** What you will do **
Lines from the listing below that contain the string "without" are to be reported.

** Recorded data **

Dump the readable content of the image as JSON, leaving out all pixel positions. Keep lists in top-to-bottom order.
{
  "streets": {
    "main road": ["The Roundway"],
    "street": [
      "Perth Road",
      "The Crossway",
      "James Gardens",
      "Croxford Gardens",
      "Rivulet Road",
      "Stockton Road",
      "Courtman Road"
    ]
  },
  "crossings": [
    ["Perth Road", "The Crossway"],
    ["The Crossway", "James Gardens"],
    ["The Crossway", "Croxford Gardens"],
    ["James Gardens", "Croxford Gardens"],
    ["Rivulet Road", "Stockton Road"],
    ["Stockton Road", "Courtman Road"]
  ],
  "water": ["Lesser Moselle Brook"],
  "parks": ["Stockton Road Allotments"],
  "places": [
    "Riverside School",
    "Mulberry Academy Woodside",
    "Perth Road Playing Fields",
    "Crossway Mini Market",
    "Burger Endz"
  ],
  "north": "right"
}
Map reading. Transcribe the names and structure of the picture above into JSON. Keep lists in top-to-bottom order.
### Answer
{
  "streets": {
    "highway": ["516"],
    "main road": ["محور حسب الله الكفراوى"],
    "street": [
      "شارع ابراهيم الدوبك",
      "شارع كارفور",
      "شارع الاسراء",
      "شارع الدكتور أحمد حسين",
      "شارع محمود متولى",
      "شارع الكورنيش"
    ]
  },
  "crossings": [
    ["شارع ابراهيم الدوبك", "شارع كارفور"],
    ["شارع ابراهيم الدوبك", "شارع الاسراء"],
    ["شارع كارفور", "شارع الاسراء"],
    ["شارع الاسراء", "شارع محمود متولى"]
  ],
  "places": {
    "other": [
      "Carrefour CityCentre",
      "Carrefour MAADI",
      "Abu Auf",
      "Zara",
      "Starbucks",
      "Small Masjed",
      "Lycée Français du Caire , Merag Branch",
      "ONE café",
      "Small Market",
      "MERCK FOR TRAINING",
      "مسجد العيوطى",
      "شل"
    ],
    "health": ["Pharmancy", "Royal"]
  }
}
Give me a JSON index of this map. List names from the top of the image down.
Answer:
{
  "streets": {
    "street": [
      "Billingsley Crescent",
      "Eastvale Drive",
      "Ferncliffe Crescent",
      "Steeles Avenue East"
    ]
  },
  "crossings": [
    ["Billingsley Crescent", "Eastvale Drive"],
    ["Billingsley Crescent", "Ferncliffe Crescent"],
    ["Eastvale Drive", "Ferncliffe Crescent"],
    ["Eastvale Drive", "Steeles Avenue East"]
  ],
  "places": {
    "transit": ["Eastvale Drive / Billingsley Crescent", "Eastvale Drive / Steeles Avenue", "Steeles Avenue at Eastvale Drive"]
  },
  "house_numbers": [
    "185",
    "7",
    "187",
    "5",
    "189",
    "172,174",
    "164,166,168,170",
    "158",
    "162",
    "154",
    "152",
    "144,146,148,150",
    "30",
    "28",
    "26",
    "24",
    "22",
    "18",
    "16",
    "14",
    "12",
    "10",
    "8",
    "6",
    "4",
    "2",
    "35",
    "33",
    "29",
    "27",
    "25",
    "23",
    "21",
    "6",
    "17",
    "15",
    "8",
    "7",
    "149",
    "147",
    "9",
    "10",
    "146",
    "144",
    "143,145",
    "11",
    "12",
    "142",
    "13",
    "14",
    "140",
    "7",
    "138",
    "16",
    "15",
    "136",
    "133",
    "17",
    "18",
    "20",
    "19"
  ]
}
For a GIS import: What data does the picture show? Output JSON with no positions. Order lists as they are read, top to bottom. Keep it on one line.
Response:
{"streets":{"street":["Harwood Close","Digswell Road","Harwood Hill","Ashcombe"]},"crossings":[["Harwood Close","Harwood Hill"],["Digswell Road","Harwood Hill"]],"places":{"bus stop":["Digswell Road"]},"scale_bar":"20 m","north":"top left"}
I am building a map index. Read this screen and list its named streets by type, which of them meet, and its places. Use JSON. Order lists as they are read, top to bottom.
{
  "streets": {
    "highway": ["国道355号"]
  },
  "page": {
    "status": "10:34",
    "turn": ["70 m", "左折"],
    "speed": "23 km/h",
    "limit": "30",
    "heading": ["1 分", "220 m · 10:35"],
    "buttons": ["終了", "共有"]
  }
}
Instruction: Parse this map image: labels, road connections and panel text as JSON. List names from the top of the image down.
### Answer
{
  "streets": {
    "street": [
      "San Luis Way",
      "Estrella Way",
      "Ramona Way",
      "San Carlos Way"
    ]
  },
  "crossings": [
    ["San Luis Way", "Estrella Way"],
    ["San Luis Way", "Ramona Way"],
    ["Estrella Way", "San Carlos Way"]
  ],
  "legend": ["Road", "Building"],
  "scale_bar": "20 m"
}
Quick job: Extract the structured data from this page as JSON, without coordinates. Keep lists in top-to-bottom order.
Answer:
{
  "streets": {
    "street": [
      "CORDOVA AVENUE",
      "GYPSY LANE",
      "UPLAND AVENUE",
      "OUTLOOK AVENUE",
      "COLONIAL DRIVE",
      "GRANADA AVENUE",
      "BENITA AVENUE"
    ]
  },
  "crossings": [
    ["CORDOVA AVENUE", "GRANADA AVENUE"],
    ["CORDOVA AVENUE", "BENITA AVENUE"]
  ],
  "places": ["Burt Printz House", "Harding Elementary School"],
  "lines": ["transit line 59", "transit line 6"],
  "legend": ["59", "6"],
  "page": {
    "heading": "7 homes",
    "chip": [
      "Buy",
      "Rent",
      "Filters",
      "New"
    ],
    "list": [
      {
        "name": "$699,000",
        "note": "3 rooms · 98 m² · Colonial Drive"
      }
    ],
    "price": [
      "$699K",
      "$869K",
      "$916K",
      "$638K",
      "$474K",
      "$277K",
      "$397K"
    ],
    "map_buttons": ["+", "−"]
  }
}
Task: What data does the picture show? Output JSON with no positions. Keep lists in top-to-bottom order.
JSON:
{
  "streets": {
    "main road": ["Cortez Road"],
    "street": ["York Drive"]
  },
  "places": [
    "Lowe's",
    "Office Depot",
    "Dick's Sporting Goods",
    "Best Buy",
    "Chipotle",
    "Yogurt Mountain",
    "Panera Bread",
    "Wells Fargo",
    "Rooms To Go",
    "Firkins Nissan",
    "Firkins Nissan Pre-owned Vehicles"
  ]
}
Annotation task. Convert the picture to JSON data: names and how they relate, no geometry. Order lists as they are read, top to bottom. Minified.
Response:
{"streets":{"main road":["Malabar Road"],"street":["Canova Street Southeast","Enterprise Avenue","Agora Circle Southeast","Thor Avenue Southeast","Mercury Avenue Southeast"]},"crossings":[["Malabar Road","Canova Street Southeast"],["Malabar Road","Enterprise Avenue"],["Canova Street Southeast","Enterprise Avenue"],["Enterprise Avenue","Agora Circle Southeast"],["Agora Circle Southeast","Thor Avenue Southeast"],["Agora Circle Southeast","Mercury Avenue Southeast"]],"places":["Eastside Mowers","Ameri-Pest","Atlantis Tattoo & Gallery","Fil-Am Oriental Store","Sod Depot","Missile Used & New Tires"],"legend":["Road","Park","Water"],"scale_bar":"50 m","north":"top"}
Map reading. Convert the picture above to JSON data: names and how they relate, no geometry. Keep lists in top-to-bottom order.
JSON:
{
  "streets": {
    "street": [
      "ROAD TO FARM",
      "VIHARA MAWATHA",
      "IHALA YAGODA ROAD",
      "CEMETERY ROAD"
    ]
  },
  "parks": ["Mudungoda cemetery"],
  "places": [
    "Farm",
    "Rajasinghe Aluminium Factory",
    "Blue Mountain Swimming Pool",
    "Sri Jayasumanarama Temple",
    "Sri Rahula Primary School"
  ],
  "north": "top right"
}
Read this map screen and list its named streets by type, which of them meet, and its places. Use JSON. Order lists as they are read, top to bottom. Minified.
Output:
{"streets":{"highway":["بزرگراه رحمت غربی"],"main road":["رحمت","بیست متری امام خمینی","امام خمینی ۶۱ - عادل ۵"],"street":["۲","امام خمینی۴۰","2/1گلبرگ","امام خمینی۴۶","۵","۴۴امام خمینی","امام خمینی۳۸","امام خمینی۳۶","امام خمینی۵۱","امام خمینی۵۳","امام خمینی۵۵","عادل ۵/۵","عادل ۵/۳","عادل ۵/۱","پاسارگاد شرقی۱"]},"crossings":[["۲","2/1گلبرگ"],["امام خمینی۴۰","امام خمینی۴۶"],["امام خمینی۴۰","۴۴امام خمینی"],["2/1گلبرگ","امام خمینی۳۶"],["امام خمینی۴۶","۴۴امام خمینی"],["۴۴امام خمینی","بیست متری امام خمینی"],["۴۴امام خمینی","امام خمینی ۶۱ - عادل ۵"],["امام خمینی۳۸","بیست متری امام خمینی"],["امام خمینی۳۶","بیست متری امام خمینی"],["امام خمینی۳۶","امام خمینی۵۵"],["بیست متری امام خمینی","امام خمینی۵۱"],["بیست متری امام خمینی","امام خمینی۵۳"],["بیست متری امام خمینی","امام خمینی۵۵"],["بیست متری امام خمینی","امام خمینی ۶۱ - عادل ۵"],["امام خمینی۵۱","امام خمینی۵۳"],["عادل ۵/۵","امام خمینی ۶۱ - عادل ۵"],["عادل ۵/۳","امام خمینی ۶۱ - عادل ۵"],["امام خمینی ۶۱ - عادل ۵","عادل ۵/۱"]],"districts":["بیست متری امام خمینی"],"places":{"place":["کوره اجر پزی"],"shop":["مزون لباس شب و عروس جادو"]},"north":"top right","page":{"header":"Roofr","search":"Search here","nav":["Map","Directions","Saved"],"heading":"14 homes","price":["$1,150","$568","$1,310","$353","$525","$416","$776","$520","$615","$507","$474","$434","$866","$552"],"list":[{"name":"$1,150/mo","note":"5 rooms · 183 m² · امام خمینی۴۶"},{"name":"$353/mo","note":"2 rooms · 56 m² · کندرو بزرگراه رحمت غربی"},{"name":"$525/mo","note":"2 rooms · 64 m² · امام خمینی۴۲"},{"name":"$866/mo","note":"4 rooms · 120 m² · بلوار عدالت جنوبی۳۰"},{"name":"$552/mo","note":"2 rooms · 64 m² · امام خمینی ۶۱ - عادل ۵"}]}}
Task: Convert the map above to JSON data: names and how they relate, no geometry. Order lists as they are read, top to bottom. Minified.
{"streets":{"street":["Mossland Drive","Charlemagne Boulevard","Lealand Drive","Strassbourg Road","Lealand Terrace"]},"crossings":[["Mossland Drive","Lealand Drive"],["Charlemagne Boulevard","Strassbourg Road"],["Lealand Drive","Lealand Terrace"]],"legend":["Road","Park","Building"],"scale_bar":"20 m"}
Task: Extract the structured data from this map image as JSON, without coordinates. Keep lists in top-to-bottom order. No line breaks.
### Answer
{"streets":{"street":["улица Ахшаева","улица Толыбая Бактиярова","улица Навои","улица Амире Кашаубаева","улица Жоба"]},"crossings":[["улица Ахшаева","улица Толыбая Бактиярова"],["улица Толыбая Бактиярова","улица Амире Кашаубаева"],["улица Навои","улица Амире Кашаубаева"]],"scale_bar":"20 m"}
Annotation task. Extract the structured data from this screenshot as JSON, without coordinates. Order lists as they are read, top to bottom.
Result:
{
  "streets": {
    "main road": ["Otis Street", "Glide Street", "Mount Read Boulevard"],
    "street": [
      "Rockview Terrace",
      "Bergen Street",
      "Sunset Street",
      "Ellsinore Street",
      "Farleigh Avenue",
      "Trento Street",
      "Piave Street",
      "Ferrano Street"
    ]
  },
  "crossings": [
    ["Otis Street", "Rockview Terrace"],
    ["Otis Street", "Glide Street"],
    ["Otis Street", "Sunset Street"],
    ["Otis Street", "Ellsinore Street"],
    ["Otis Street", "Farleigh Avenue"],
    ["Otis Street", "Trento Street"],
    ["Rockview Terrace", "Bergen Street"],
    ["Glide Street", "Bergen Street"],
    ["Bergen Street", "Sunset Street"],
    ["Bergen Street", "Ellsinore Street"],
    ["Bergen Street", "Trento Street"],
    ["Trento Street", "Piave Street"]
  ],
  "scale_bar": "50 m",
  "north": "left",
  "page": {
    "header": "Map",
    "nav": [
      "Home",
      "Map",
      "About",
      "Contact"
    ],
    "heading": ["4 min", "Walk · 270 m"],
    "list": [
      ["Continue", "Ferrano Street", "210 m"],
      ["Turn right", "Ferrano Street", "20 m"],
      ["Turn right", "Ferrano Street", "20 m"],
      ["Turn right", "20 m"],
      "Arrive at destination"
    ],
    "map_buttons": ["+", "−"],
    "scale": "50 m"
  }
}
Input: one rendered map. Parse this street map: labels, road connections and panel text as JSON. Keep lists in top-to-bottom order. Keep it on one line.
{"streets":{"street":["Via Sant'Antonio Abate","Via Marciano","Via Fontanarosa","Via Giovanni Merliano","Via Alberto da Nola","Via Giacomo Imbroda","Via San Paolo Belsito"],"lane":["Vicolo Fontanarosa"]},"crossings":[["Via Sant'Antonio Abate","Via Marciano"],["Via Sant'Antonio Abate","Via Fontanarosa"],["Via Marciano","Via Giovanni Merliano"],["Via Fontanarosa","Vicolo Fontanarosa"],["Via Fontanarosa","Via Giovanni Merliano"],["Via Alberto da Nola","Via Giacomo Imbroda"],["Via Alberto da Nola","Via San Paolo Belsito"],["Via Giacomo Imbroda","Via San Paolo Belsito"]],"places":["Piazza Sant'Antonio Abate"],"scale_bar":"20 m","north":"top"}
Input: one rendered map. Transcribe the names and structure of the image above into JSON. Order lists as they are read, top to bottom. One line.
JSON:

** Solution for this task **
Quick job: Extract the structured data from this page as JSON, without coordinates. Keep lists in top-to-bottom order.
Task: Extract the structured data from this map image as JSON, without coordinates. Keep lists in top-to-bottom order. No line breaks.
Annotation task. Extract the structured data from this screenshot as JSON, without coordinates. Order lists as they are read, top to bottom.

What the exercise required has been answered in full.